CDC25 phosphatases are essential cell-cycle regulators that function by removing inhibitory phosphates from the tyrosine and threonine residues of cyclin-dependent kinases (CDKs), resulting in CDK activation and cell-cycle progression. Mammals possess three homologues of the ancestral CDC25 gene, designated CDC25A, -B, and -C [7], [8]. All three genes encode phosphatases that can dephosphorylate phosphotyrosine and phosphothreonine residues in CDKs, resulting in their activation [9]. However, despite these common features, the different CDC25 phosphatases exhibit distinct roles in regulating cell-cycle transition. Whereas CDC25B and CDC25C regulate only the G2/M transition, CDC25A regulates both the early G1/S and late G2/M cell-cycle transitions [10], [11]. CDC25A is a short-lived protein whose degradation is catalyzed by two different ubiquitin ligases, APC/C and SCF (Skp1/Cullin/F-box proteins). APC/C regulates CDC25A as cells exit mitosis, whereas SCF regulates the CDC25A level throughout the cell cycle [10], [12]. The binding of CDC25A to β-TrCP (β-transducin repeat-containing protein), a component of the SCF ubiquitin ligase complex, requires the CDC25A DSG motif [12]. In response to DNA damage, CHK1 phosphorylates CDC25A at Ser-76 to prime the protein for the NEK11-mediated phosphorylation of Ser-82, which is located within the DSG motif [13], [14], [15]. The phosphorylated DSG motif serves as a docking site for β-TrCP binding, thereby mediating the poly-ubiquitination and proteolysis of CDC25A [16].

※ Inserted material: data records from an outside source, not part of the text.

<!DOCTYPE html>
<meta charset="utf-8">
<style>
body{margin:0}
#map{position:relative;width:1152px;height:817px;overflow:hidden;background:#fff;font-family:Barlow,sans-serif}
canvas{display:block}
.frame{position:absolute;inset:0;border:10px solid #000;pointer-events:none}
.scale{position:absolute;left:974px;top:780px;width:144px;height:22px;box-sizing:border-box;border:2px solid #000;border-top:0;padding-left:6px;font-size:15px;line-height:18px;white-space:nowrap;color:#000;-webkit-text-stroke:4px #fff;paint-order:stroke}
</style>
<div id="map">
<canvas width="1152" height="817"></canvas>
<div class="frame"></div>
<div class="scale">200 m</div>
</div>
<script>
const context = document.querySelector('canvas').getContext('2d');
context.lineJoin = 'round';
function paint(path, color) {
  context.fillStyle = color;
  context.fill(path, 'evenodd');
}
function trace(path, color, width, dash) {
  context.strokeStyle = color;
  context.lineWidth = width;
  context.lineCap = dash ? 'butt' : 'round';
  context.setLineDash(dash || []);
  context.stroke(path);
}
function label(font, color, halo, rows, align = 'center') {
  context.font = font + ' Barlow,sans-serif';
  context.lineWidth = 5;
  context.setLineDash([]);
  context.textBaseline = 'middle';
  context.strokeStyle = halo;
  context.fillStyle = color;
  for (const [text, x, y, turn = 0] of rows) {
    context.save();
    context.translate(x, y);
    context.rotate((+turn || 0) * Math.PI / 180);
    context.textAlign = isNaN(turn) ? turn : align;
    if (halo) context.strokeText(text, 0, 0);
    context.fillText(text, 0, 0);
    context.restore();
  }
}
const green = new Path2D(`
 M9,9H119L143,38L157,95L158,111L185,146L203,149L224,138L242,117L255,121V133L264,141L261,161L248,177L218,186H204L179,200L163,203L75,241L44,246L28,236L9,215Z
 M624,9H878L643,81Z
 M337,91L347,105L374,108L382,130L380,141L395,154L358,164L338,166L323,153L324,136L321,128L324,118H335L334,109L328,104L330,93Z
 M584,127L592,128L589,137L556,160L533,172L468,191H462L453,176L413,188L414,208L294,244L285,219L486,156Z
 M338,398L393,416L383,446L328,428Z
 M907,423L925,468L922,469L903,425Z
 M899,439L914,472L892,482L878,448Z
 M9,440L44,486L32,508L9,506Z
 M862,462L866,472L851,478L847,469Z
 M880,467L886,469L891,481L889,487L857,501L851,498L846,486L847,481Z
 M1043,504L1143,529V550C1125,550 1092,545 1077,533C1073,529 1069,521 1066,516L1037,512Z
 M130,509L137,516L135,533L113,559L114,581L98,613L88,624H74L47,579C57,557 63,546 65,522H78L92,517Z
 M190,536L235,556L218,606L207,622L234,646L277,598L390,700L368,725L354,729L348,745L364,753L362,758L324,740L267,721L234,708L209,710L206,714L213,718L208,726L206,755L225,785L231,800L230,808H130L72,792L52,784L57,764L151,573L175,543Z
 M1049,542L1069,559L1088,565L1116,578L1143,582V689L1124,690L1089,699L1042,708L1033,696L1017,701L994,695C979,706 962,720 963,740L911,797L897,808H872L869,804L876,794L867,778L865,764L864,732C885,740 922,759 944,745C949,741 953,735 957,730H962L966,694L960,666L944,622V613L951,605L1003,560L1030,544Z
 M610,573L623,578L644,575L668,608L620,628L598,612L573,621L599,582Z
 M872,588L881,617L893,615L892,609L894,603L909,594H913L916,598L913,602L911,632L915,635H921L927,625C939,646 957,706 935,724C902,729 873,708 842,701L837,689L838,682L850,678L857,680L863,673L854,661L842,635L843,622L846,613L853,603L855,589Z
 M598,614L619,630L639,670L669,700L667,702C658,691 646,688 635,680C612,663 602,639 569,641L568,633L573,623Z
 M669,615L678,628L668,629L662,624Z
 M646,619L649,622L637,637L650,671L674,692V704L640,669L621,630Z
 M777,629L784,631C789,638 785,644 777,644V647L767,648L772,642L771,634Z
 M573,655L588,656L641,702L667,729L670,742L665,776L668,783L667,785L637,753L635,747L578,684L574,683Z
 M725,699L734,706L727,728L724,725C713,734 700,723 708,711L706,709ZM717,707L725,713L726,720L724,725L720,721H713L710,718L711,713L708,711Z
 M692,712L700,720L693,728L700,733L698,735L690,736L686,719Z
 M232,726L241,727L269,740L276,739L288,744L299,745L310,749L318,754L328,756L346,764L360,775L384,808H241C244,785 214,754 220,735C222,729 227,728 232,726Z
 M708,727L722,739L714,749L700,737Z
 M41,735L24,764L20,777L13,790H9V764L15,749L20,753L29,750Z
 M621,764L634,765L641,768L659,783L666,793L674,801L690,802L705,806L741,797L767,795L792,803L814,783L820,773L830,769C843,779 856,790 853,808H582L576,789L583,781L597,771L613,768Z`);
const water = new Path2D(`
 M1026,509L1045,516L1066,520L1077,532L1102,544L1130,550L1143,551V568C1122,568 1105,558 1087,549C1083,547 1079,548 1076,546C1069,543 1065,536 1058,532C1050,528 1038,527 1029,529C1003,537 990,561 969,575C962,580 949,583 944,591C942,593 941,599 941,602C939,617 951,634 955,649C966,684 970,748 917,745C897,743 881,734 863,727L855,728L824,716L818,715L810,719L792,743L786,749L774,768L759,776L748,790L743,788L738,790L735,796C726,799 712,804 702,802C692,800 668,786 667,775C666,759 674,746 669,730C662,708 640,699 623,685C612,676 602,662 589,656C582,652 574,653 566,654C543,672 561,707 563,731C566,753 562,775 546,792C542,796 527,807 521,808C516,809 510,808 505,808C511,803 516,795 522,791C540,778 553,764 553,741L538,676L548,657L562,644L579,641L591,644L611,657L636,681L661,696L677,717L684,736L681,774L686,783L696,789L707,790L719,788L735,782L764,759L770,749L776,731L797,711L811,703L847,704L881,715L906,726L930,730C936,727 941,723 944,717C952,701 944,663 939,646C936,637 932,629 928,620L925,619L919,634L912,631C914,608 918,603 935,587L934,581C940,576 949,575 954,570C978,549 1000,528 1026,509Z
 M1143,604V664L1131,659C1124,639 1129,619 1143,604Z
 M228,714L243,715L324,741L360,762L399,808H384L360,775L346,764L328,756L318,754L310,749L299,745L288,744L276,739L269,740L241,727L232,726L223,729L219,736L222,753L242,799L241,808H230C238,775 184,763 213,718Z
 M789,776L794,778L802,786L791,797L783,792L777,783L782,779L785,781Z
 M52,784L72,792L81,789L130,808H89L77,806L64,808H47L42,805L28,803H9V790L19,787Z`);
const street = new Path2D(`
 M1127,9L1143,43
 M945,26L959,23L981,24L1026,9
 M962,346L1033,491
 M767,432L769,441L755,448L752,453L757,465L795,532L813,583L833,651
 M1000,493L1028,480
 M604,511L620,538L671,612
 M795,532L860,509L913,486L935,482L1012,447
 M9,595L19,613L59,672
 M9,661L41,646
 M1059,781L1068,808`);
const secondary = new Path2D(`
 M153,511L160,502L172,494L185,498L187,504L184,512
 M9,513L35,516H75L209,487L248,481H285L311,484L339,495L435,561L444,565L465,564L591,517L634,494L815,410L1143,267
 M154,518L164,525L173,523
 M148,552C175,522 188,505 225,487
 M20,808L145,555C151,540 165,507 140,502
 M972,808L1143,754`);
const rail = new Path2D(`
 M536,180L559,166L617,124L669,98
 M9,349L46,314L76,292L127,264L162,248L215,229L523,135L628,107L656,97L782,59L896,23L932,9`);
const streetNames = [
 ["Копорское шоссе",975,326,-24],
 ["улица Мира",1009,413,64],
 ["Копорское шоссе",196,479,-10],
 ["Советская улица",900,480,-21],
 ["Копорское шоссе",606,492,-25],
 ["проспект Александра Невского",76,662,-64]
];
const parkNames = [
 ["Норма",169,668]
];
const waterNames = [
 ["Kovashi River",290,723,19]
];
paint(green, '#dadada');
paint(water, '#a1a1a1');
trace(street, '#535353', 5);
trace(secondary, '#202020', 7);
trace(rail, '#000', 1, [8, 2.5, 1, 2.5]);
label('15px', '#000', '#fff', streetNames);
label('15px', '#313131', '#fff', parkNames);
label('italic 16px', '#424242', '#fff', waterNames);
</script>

STK38 (serine/threonine kinase 38), also known as NDR1 (nuclear Dbf2-related 1; GenBank accession number NP009202.1), is a serine/threonine protein kinase belonging to a subclass of the protein kinase A (PKA)/PKG/PKC-like (AGC) family, which includes cAMP-dependent kinase, protein kinase B, and protein kinase C. The STK38 family includes Schizosaccharomyces pombe Orb6, Saccharomyces cerevisiae Cbk1 and Dbf2, and mammalian LATS1 (large tumor suppressor 1), LATS2, STK38, and STK38L/NDR2 [17], [18], [19]. Cbk1 and Orb6 regulate cell morphology [20], [21], whereas Dbf2 is a cell-cycle-regulated kinase required for cell-cycle progression through anaphase [22]. LATS1 and LATS2 control mitotic exit and genomic stability [23], [24]. STK38 and STK38L are expressed throughout the mouse brain [25], and STK38 is implicated in the regulation of centrosome duplication and mitotic chromosome alignment [26], [27]. We previously demonstrated that STK38 regulates stress-activated MAPK signaling pathways and cellular sensitivity to DNA damage [28], [29], [30]. STK38's activity is regulated by MST3 (mammalian sterile 20-like 3) [31], the cofactors MOB1 (Mps one binder 1) and MOB2 [32], [33], or GSK-3 [29]. Although the functions and regulators of STK38 have been defined, its substrates and downstream signaling pathways remain to be determined. Here, we demonstrate that STK38 directly regulates CDC25A's stability by phosphorylating Ser-76, and that the STK38/CDC25A signaling module is required to regulate the DNA-damage-induced G2/M checkpoint.